Court accepts libel suit against Thai surrogate

Court accepts libel suit against Thai surrogate

Spanish-American same sex couple Manuel Valero (left) and Gordon Lake with baby Carmen outside the Central Juvenile and Family Court last year. (Bangkok Post file photo)
Spanish-American same sex couple Manuel Valero (left) and Gordon Lake with baby Carmen outside the Central Juvenile and Family Court last year. (Bangkok Post file photo)

The Criminal Court on Thursday accepted a libel suit filed by an American-Spanish same-sex couple, who are fighting for custody of their surrogate baby, against the Thai surrogate mother and her legal adviser.

The suit names Patidta Kusolsang, who gave birth to a girl named Carmen who is now 15 months old, as the first defendant, and Weeruthai Maneenutnet, as the second defendant. 

It alleges that Ms Patidta and Ms Weeruthai gave an interview on a Channel 3 TV show which aired on July 21 and 22 accusing American Gordon Lake and his Spanish husband Manuel Valero of being part of a human trafficking network.

The surrogate and her legal aide face defamation charges under Sections 326 and 328 of the Criminal Code and Section 14 (1) of the Computer Crimes Act which deals with “false data” that damages a third party.

Sections 326 and 328 carry imprisonment not exceeding two years and a fine of up to 20,000 baht. 
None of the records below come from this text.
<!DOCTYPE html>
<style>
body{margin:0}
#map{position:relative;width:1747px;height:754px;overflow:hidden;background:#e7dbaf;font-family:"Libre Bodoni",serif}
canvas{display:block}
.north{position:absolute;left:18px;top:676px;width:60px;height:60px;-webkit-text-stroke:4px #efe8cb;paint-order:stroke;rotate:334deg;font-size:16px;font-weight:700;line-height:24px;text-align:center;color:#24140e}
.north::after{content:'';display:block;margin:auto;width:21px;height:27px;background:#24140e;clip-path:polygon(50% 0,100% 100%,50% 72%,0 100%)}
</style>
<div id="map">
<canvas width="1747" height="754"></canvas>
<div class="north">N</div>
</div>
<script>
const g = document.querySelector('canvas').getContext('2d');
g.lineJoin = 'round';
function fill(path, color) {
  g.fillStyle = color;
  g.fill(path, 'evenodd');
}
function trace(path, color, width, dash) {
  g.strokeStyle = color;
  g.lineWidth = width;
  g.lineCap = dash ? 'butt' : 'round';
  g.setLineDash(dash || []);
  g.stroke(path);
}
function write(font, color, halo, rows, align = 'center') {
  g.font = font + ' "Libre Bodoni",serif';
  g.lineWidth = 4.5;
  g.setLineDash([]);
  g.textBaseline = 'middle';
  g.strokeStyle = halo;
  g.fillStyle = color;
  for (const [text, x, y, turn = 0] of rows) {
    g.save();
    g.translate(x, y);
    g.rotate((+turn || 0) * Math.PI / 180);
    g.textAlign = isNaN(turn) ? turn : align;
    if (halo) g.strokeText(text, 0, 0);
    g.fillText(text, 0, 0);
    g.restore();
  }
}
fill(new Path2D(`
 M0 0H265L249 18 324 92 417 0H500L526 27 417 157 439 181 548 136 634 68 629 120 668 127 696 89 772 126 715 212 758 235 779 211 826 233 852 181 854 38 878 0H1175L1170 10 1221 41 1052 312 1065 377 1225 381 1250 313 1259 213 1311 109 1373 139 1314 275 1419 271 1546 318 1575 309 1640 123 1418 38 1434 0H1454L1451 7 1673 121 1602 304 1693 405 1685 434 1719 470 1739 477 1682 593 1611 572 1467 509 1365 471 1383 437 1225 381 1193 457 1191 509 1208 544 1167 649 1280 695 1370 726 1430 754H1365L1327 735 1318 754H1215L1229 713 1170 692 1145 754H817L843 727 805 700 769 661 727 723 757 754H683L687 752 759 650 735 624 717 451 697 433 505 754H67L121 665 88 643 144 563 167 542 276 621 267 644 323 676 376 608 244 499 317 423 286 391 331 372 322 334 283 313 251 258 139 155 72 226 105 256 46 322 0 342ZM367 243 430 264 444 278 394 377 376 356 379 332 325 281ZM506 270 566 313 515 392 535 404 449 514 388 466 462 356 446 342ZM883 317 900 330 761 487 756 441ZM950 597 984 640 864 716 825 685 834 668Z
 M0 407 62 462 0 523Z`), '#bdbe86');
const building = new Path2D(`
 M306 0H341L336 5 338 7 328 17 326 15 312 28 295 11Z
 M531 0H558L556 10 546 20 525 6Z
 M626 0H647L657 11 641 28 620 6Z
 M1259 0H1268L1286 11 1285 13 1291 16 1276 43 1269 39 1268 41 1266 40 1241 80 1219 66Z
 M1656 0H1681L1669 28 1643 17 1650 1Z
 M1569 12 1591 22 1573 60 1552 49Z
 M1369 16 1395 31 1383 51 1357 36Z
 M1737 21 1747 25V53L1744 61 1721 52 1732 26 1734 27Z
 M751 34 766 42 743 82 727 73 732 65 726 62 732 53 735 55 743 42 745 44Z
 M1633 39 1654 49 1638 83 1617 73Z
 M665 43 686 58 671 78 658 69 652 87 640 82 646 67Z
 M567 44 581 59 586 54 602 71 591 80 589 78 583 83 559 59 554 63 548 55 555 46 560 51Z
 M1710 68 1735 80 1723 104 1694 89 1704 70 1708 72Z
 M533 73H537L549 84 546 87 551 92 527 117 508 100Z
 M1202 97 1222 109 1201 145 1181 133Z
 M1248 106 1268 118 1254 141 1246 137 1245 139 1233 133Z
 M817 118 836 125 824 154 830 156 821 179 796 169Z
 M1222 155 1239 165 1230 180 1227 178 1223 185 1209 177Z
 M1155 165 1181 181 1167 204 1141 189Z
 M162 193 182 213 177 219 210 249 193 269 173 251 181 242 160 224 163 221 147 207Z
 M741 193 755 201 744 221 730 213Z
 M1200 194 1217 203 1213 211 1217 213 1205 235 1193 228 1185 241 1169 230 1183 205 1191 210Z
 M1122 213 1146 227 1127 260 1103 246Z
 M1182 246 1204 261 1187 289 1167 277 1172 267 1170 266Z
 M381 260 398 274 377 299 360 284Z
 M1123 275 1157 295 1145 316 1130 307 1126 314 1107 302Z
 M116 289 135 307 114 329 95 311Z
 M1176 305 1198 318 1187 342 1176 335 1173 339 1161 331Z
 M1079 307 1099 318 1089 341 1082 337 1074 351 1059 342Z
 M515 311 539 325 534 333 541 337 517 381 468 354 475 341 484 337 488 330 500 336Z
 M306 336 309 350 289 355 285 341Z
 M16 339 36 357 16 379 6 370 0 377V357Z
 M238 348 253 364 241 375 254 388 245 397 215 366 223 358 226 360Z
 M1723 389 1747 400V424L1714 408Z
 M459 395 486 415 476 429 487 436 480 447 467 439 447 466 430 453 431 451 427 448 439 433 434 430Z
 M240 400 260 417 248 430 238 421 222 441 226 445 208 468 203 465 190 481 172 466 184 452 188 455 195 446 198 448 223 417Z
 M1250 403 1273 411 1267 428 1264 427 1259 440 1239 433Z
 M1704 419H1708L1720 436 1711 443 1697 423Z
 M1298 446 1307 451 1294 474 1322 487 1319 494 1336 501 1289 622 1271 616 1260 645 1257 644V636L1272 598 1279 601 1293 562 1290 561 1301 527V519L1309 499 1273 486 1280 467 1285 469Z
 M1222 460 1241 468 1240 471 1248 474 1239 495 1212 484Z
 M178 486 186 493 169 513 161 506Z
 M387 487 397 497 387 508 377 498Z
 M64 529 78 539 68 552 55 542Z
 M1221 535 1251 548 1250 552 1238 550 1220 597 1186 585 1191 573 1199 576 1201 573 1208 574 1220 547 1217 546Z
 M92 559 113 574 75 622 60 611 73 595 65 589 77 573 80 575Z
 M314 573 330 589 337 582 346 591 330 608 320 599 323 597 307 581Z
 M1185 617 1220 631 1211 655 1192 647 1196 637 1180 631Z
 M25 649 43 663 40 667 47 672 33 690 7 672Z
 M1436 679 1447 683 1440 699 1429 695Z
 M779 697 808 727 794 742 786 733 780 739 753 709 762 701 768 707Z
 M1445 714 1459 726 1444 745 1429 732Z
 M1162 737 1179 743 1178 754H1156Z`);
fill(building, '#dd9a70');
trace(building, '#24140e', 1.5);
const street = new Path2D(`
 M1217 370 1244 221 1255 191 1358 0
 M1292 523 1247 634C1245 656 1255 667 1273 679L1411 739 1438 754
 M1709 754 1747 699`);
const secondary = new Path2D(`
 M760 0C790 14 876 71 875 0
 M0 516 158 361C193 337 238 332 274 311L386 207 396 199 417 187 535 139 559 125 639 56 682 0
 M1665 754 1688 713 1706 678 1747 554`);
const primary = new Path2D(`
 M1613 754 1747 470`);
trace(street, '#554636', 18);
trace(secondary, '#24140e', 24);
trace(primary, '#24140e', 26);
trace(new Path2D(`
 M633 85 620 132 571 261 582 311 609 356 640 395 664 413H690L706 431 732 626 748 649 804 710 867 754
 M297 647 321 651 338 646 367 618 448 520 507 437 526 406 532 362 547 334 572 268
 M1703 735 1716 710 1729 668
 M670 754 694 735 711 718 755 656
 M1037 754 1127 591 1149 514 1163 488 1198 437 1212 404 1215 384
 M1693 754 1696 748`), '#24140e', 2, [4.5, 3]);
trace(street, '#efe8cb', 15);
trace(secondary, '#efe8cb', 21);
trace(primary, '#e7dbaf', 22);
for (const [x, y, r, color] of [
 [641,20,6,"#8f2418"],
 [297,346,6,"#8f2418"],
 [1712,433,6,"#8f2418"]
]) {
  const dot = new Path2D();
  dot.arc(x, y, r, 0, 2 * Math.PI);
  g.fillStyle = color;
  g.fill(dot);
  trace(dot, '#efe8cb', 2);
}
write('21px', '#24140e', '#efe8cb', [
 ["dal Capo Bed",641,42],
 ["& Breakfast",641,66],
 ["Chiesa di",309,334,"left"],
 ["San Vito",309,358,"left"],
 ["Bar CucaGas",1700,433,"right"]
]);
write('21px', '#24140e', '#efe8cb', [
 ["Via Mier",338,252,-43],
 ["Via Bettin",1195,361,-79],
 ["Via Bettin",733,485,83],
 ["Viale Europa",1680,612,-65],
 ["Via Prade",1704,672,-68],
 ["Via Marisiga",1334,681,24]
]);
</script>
The court said there was prima facie evidence of the defendants committing criminal defamation but dropped the charge of violating the computer crimes act because of lack of evidence.

Testimony from both sides is scheduled to begin on May 23. 

Speaking through an interpreter, Mr Valero said he was happy with the court’s decision and will consult with their lawyer if they should refile the charge related to the computer offences.

Mr Valero and Mr Lake, both 41, have been trapped in Thailand for the past 14 months as they are locked in a legal battle for custody of Carmen after Ms Patidta refused to sign the documents required to permit them to leave Thailand with the baby girl.

Last year, the couple filed a case with the Central Juvenile and Family Court under the new surrogacy act, asking it to order that Carmen be recognised as their legitimate daughter.

The court will rule on Tuesday, April 26 on the custody rights of Carmen.